Description of the task: Pick out each line below containing "family".

*** Data ***

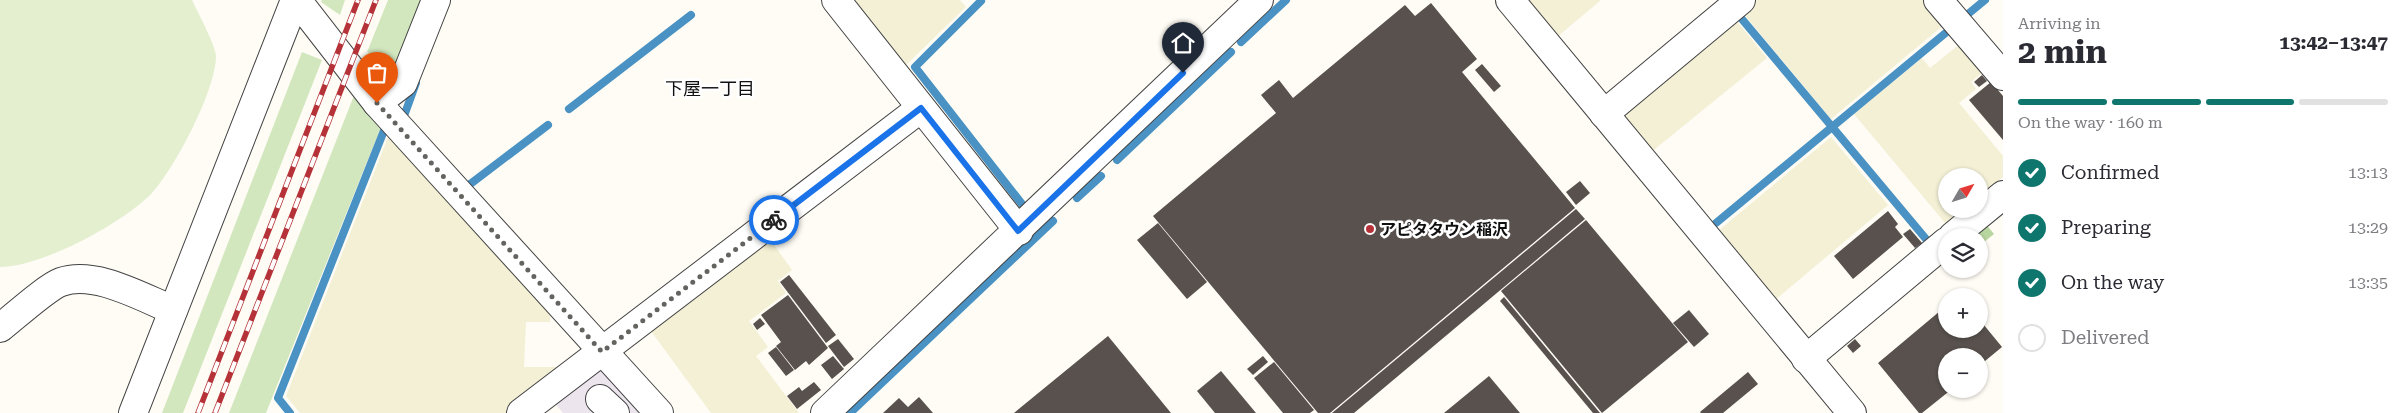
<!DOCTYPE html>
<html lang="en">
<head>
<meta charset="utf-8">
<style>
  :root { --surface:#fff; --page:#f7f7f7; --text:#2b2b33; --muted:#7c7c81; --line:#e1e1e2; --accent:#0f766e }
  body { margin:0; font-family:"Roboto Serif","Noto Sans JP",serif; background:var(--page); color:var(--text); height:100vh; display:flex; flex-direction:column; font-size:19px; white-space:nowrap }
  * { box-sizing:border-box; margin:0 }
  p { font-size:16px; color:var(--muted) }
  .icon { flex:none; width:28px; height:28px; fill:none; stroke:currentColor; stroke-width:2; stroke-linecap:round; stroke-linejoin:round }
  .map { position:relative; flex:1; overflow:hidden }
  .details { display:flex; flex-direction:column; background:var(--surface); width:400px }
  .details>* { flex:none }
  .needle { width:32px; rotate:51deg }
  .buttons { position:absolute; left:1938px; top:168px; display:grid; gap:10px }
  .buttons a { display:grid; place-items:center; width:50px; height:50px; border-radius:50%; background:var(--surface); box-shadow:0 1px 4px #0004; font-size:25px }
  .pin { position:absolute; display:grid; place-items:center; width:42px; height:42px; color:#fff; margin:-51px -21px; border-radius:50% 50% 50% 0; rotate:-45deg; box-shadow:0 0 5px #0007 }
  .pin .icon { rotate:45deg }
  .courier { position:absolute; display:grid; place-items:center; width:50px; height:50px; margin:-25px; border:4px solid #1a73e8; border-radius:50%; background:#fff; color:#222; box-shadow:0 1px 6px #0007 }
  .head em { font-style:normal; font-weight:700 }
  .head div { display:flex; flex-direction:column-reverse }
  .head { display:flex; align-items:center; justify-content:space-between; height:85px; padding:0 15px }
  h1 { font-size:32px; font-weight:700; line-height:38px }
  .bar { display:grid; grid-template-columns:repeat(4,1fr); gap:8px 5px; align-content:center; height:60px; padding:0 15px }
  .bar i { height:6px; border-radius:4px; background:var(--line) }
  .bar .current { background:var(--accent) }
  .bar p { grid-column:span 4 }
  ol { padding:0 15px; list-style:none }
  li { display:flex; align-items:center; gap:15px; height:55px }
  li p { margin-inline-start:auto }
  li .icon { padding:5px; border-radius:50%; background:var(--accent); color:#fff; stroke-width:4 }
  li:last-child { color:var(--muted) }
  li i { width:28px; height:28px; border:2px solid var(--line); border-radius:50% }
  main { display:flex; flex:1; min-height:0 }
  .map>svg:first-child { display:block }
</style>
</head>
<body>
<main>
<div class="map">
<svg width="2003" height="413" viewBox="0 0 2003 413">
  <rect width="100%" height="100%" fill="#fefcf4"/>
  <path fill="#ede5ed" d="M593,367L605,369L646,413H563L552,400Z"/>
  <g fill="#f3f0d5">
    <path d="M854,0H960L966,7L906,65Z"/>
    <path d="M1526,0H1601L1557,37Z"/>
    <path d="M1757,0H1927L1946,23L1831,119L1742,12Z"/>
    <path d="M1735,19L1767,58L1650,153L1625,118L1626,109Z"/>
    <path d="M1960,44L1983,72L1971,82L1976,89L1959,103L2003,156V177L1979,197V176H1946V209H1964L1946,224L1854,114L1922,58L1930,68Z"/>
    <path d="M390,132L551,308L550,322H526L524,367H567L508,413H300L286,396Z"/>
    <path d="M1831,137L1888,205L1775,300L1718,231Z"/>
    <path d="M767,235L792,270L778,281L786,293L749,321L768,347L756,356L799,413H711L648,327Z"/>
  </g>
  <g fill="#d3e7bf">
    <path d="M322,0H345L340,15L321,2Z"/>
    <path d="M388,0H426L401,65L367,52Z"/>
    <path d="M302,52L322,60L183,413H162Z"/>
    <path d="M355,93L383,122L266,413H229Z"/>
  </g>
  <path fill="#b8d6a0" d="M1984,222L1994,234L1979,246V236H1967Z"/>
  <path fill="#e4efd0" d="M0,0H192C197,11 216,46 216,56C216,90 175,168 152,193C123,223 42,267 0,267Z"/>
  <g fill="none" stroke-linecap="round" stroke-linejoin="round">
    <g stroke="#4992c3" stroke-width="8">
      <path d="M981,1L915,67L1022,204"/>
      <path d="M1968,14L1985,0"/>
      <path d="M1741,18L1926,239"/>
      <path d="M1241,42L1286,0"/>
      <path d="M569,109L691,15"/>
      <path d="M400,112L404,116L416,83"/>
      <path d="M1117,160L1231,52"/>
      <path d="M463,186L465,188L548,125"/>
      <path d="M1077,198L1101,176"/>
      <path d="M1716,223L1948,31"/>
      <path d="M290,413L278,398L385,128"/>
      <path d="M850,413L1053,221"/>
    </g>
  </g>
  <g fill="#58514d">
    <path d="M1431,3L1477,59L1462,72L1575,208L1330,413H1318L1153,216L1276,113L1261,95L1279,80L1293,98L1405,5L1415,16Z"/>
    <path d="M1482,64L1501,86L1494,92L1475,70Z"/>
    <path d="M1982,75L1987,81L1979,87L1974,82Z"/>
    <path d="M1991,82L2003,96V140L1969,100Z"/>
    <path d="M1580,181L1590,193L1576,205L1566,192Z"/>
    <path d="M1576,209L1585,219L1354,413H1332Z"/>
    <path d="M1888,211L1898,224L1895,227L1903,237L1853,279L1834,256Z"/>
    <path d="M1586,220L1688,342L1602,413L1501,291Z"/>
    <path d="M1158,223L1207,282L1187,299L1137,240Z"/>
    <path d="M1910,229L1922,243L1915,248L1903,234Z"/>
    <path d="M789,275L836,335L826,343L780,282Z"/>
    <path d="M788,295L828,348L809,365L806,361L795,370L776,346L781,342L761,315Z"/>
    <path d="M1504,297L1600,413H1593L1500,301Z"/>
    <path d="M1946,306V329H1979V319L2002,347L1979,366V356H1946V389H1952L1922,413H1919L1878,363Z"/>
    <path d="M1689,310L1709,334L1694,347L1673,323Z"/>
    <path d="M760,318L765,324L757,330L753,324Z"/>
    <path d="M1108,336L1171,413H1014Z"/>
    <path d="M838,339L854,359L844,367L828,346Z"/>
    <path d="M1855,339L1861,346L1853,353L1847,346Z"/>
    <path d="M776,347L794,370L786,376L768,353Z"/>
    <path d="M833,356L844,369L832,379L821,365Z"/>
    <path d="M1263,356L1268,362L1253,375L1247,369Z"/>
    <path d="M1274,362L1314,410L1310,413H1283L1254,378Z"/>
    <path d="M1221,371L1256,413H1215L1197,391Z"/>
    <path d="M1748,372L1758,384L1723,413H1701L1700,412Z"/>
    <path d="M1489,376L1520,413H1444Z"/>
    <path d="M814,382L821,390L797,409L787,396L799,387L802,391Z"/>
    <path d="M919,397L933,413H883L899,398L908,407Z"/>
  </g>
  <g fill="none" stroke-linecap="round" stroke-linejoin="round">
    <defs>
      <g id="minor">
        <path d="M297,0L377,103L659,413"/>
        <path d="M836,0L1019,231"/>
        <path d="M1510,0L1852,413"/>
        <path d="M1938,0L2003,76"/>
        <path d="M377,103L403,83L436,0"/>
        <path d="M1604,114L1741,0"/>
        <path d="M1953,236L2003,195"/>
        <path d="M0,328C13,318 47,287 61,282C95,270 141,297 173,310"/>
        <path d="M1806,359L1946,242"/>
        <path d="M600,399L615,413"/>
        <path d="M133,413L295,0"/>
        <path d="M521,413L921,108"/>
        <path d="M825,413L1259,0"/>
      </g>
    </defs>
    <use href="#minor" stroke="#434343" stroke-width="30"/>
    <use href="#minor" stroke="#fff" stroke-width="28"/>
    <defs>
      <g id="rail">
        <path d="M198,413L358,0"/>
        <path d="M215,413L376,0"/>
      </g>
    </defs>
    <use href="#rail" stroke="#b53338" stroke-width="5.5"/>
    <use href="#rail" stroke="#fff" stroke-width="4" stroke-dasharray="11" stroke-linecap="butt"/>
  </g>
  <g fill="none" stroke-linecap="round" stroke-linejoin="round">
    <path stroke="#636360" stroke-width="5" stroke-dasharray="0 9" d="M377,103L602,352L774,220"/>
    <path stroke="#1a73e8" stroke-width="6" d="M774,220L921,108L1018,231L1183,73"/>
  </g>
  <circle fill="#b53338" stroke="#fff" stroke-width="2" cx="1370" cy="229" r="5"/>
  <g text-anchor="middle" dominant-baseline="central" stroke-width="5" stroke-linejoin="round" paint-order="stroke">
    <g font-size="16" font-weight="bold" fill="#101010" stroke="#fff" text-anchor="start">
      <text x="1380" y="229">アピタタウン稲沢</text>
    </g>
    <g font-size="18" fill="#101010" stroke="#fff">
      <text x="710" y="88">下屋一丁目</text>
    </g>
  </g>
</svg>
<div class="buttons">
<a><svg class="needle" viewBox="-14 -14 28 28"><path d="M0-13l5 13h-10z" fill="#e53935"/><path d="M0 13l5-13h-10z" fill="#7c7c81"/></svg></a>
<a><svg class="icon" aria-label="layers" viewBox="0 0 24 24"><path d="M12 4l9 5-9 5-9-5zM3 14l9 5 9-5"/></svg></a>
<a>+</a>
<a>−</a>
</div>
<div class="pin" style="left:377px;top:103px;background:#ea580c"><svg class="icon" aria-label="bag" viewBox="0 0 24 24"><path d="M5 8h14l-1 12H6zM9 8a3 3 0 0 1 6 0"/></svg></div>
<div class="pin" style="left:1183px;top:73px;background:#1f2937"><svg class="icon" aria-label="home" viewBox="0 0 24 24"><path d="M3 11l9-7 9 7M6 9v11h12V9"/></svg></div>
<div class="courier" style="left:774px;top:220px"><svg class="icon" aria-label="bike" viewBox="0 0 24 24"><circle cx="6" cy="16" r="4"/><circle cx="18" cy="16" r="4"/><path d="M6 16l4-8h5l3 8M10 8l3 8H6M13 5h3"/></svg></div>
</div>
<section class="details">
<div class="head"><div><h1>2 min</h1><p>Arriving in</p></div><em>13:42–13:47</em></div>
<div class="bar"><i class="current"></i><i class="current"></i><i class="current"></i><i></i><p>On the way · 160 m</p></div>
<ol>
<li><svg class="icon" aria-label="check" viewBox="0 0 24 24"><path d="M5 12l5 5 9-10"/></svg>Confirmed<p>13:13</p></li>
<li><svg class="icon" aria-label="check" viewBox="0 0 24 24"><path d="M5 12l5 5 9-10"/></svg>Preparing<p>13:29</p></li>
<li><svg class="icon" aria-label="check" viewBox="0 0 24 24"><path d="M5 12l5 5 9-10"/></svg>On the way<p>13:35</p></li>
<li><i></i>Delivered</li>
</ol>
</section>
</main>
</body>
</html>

*** End of Data ***
*** Data ***

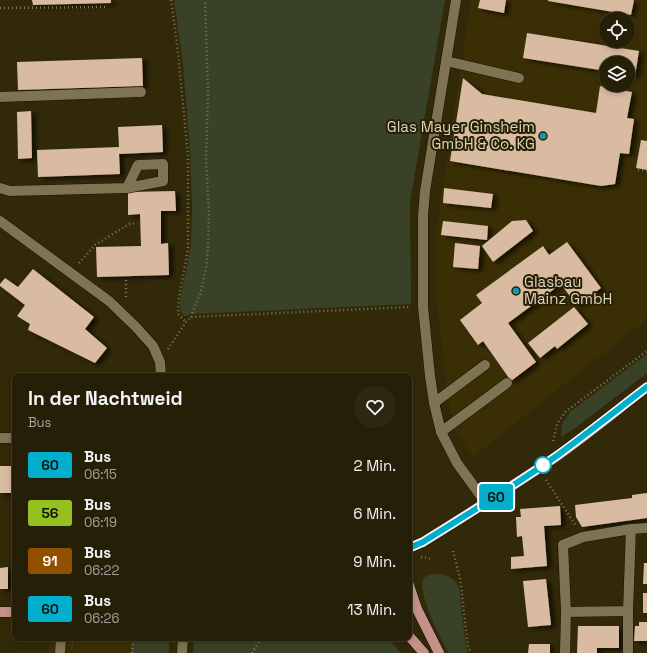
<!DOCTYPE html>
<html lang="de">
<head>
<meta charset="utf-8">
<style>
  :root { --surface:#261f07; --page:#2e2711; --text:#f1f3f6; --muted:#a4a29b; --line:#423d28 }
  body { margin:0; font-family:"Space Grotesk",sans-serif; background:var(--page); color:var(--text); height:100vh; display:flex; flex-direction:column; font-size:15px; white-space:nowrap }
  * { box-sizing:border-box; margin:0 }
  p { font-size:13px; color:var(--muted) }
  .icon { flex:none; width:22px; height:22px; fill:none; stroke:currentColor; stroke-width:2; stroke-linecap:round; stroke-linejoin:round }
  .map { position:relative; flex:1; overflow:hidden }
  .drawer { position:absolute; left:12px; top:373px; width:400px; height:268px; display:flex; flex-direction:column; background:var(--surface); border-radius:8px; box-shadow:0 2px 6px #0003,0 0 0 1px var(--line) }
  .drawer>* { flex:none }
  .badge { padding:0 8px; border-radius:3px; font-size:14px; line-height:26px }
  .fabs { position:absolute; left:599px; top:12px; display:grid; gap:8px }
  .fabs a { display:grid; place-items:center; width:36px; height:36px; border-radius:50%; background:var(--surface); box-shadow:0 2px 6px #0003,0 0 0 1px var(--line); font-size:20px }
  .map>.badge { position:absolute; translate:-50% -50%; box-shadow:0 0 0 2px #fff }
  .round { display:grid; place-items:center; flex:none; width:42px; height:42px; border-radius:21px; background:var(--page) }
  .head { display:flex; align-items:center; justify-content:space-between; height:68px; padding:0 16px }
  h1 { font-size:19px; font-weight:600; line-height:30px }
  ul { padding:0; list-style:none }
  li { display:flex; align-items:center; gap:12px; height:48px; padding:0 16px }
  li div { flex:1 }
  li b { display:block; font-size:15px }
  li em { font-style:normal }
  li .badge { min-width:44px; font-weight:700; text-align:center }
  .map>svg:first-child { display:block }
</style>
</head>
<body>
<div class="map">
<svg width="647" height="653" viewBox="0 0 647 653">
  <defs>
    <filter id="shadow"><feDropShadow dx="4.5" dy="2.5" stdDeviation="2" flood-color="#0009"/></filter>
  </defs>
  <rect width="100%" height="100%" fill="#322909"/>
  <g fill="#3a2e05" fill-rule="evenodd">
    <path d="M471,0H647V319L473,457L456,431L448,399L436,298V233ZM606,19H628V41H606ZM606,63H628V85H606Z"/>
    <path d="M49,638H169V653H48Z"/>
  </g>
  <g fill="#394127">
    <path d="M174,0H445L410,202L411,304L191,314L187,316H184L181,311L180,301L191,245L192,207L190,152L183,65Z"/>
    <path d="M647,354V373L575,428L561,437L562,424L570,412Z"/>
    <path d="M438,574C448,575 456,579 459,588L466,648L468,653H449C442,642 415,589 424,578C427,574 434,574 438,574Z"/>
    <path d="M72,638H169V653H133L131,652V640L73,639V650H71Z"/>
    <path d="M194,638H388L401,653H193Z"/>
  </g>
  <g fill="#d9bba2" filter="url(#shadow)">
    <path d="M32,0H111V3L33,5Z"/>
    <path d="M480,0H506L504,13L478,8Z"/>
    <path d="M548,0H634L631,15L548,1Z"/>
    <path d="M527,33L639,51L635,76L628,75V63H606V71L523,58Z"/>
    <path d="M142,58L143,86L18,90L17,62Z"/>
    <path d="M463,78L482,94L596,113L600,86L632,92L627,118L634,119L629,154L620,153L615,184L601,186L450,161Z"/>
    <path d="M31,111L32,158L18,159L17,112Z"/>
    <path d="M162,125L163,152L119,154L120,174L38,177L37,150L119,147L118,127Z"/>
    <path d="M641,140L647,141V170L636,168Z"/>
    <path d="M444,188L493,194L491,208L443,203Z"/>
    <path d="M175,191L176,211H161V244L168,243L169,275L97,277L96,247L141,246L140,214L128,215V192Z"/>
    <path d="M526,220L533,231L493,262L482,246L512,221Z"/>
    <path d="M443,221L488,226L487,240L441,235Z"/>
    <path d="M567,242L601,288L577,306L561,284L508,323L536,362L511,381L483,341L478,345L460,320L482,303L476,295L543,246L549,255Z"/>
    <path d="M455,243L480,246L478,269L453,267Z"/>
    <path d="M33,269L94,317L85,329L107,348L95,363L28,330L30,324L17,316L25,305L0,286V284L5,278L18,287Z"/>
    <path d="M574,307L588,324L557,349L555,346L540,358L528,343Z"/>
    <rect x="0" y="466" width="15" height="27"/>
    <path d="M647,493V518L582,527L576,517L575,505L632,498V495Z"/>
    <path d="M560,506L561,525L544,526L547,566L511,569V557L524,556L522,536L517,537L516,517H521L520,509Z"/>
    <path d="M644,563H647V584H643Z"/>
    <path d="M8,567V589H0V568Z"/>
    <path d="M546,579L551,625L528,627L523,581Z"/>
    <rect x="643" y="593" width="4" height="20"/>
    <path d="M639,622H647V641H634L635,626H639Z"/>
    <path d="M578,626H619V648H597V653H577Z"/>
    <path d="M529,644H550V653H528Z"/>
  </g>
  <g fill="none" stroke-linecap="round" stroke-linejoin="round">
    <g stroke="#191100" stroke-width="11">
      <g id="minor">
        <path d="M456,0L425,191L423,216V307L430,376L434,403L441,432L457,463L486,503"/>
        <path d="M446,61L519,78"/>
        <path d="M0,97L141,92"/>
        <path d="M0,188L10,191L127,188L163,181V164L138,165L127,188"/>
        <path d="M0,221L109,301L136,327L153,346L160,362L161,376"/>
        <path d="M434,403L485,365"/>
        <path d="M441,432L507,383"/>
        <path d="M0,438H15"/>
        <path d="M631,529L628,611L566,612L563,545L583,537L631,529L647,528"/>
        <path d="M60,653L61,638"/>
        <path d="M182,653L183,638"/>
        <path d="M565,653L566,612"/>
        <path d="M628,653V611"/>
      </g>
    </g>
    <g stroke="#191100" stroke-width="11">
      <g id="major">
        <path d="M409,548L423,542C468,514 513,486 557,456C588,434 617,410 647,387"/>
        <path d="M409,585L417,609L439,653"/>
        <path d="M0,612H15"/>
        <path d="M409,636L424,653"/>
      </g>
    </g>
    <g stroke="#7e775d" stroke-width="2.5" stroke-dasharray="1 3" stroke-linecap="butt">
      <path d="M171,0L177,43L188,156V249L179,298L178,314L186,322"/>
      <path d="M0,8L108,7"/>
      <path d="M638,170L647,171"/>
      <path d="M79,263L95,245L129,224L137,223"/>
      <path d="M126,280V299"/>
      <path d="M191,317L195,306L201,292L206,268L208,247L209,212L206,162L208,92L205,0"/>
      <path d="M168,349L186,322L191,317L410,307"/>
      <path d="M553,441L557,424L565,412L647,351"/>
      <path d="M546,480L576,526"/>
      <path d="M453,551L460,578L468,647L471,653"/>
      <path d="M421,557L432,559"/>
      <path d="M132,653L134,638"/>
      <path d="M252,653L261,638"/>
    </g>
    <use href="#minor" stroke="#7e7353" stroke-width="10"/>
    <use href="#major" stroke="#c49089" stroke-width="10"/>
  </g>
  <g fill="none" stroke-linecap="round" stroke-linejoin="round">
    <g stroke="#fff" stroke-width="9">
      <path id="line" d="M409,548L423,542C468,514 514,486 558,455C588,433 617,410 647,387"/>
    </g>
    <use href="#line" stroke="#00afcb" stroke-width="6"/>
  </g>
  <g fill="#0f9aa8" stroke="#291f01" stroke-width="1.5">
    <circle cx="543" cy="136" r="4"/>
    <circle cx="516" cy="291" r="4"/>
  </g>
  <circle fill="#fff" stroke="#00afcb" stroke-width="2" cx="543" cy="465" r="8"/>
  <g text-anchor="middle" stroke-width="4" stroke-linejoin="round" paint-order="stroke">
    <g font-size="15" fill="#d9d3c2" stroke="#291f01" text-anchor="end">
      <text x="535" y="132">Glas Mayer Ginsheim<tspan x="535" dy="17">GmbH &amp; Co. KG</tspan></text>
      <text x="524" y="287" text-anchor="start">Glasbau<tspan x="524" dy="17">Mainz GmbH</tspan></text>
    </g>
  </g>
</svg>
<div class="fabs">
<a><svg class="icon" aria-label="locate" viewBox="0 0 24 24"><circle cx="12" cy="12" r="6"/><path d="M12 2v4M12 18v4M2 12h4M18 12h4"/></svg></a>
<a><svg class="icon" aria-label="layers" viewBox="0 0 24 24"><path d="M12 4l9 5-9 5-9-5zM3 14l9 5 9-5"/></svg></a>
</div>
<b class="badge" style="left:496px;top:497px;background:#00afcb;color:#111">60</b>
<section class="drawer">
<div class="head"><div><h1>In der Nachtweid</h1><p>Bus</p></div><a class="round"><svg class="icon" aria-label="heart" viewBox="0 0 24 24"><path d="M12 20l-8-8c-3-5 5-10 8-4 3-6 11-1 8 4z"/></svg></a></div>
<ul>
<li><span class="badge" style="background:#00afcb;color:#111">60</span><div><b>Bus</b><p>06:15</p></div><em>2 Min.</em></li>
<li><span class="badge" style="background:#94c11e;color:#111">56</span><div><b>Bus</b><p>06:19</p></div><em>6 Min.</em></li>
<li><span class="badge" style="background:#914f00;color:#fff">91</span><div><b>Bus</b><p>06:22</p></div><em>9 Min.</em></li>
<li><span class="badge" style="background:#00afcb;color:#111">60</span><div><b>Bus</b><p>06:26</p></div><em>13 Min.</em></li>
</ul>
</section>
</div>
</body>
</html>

*** End of Data ***

Answer to the problem:
  body { margin:0; font-family:"Roboto Serif","Noto Sans JP",serif; background:var(--page); color:var(--text); height:100vh; display:flex; flex-direction:column; font-size:19px; white-space:nowrap }
  body { margin:0; font-family:"Space Grotesk",sans-serif; background:var(--page); color:var(--text); height:100vh; display:flex; flex-direction:column; font-size:15px; white-space:nowrap }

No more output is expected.